------ SOURCE MATERIAL

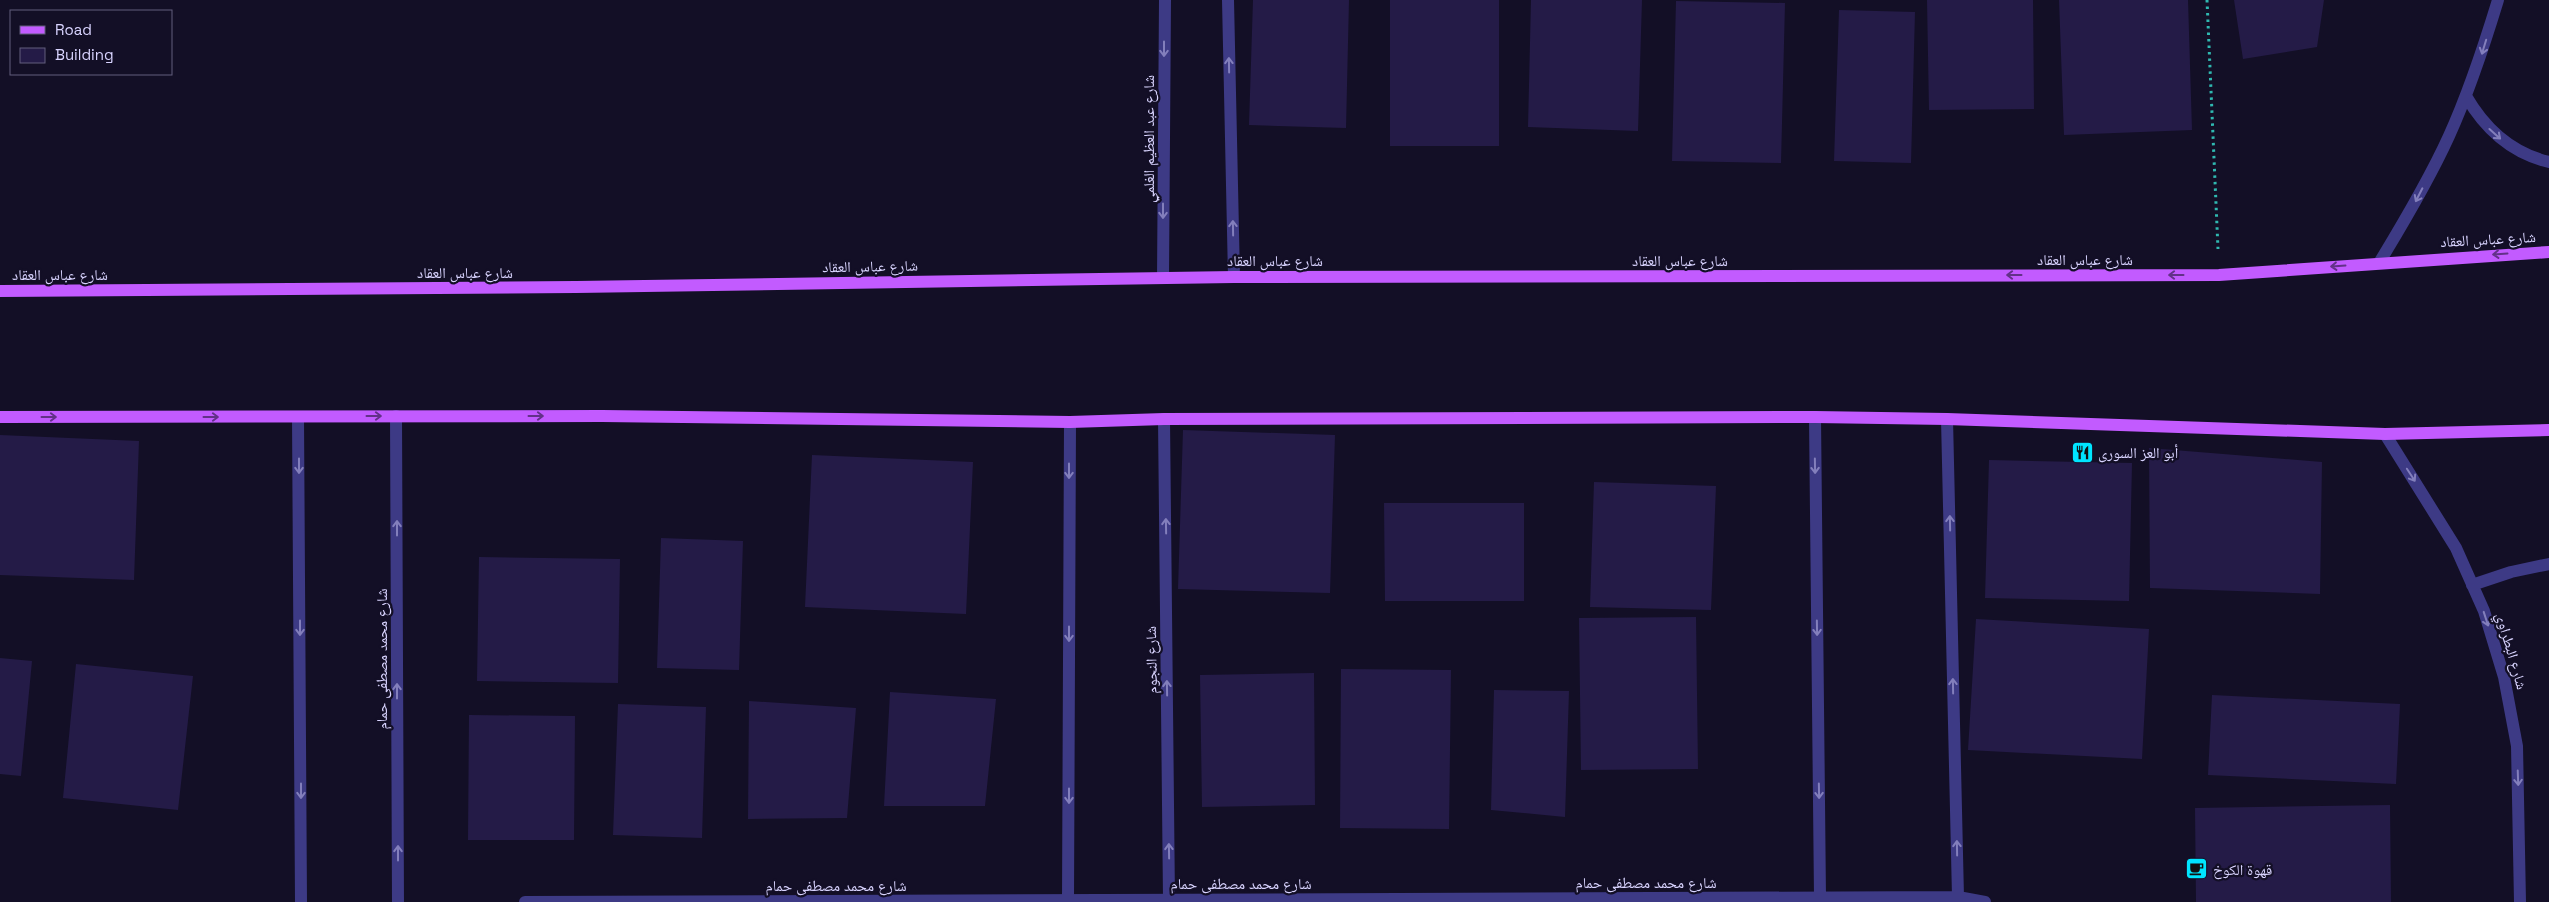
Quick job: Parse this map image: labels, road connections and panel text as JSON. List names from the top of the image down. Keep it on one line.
{"streets":{"main road":["شارع عباس العقاد"],"street":["شارع عبد العظيم الغلمي","شارع البطراوي","شارع محمد مصطفى حمام","شارع النجوم"]},"crossings":[["شارع عبد العظيم الغلمي","شارع عباس العقاد"],["شارع محمد مصطفى حمام","شارع النجوم"]],"one_way":["شارع عباس العقاد","شارع البطراوي"],"places":{"restaurant":["أبو العز السورى"],"cafe":["قهوة الكوخ"]},"legend":["Road","Building"]}
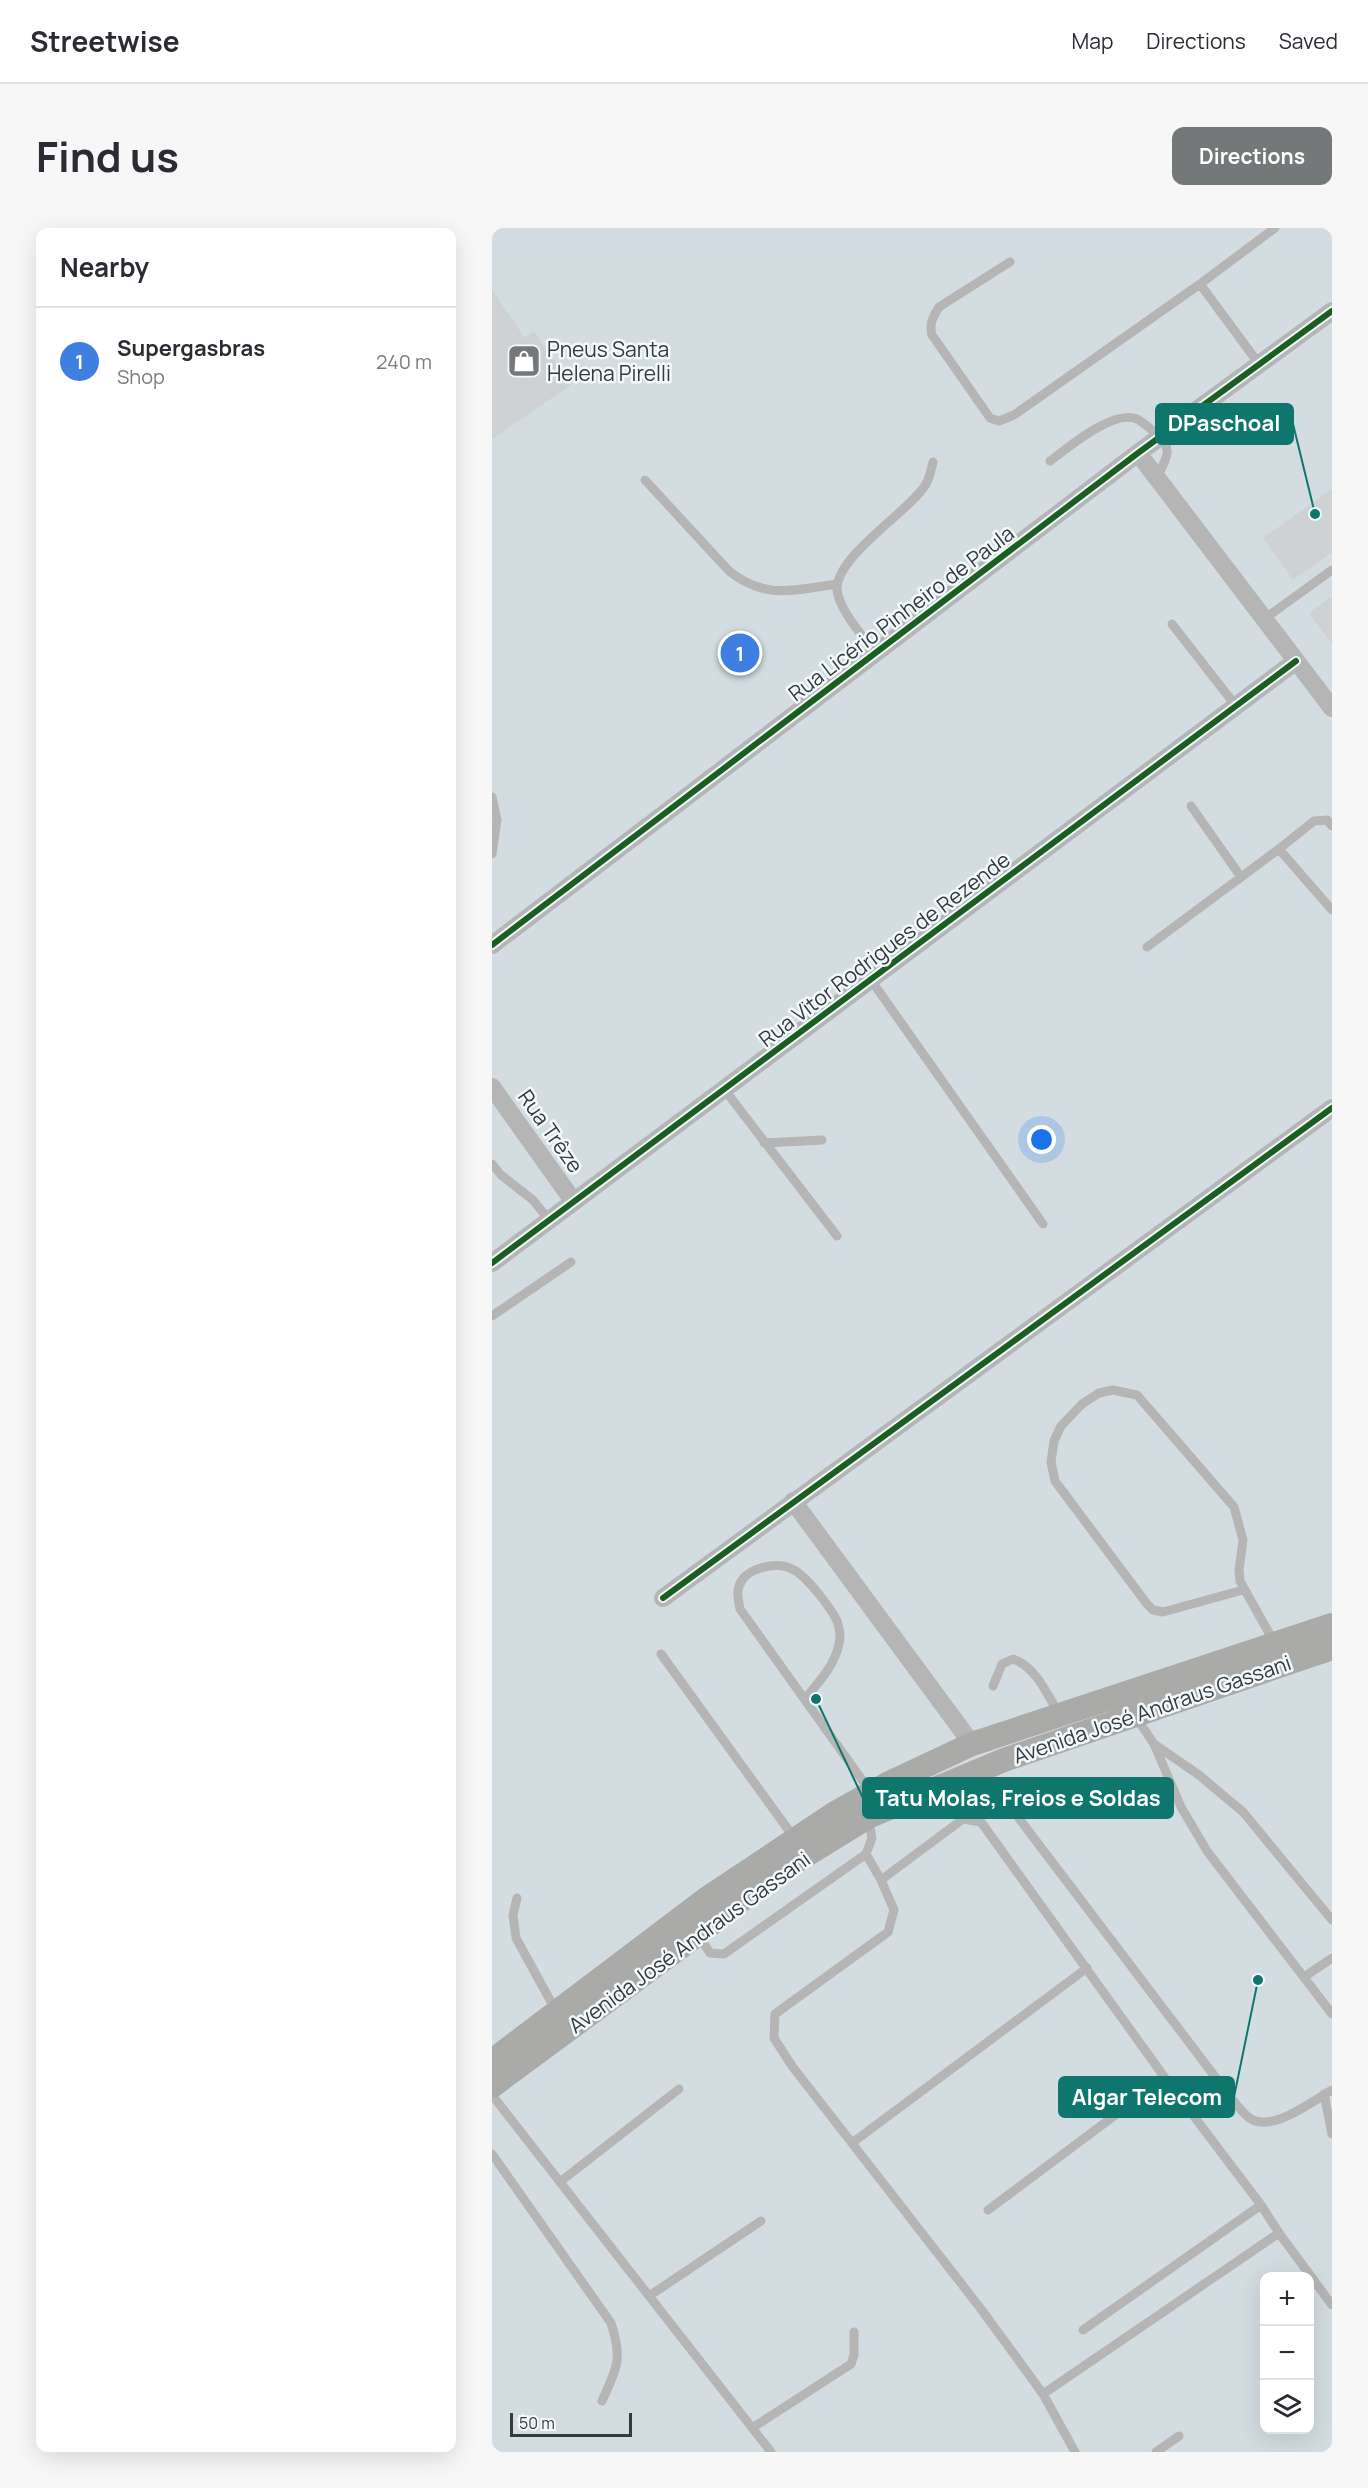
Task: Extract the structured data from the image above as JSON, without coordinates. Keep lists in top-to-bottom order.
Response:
{
  "streets": {
    "main road": ["Avenida José Andraus Gassani"],
    "street": ["Rua Licério Pinheiro de Paula", "Rua Vitor Rodrigues de Rezende", "Rua Trêze"]
  },
  "crossings": [
    ["Rua Vitor Rodrigues de Rezende", "Rua Trêze"]
  ],
  "places": {
    "shop": ["Pneus Santa Helena Pirelli"],
    "other": ["DPaschoal", "Tatu Molas, Freios e Soldas", "Algar Telecom"]
  },
  "scale_bar": "50 m",
  "page": {
    "header": "Streetwise",
    "nav": ["Map", "Directions", "Saved"],
    "title": "Find us",
    "buttons": "Directions",
    "heading": "Nearby",
    "list": [
      {
        "mark": "1",
        "name": "Supergasbras",
        "note": "Shop",
        "value": "240 m"
      }
    ],
    "pins": "1",
    "map_buttons": ["+", "−"],
    "scale": "50 m"
  }
}
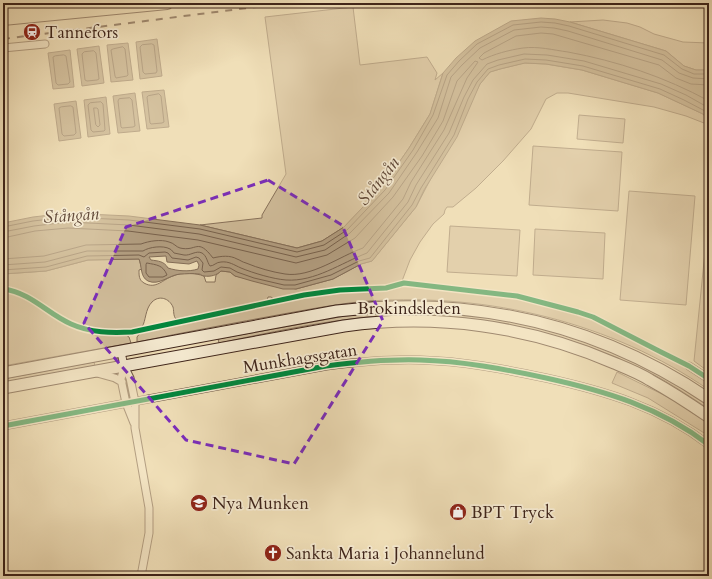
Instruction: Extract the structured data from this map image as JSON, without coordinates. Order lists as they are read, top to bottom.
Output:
{
  "streets": {
    "main road": ["Brokindsleden"],
    "street": ["Munkhagsgatan"]
  },
  "water": ["Stångån"],
  "places": {
    "station": ["Tannefors"],
    "school or university": ["Nya Munken"],
    "shop": ["BPT Tryck"],
    "church": ["Sankta Maria i Johannelund"]
  }
}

------------

**PROBLEM TO WORK ON:**
All pictures are to be dropped, and the records above returned exactly.

**SOLUTION TO THIS PROBLEM:**
Quick job: Parse this map image: labels, road connections and panel text as JSON. List names from the top of the image down. Keep it on one line.
{"streets":{"main road":["شارع عباس العقاد"],"street":["شارع عبد العظيم الغلمي","شارع البطراوي","شارع محمد مصطفى حمام","شارع النجوم"]},"crossings":[["شارع عبد العظيم الغلمي","شارع عباس العقاد"],["شارع محمد مصطفى حمام","شارع النجوم"]],"one_way":["شارع عباس العقاد","شارع البطراوي"],"places":{"restaurant":["أبو العز السورى"],"cafe":["قهوة الكوخ"]},"legend":["Road","Building"]}
Task: Extract the structured data from the image above as JSON, without coordinates. Keep lists in top-to-bottom order.
Response:
{
  "streets": {
    "main road": ["Avenida José Andraus Gassani"],
    "street": ["Rua Licério Pinheiro de Paula", "Rua Vitor Rodrigues de Rezende", "Rua Trêze"]
  },
  "crossings": [
    ["Rua Vitor Rodrigues de Rezende", "Rua Trêze"]
  ],
  "places": {
    "shop": ["Pneus Santa Helena Pirelli"],
    "other": ["DPaschoal", "Tatu Molas, Freios e Soldas", "Algar Telecom"]
  },
  "scale_bar": "50 m",
  "page": {
    "header": "Streetwise",
    "nav": ["Map", "Directions", "Saved"],
    "title": "Find us",
    "buttons": "Directions",
    "heading": "Nearby",
    "list": [
      {
        "mark": "1",
        "name": "Supergasbras",
        "note": "Shop",
        "value": "240 m"
      }
    ],
    "pins": "1",
    "map_buttons": ["+", "−"],
    "scale": "50 m"
  }
}
Instruction: Extract the structured data from this map image as JSON, without coordinates. Order lists as they are read, top to bottom.
Output:
{
  "streets": {
    "main road": ["Brokindsleden"],
    "street": ["Munkhagsgatan"]
  },
  "water": ["Stångån"],
  "places": {
    "station": ["Tannefors"],
    "school or university": ["Nya Munken"],
    "shop": ["BPT Tryck"],
    "church": ["Sankta Maria i Johannelund"]
  }
}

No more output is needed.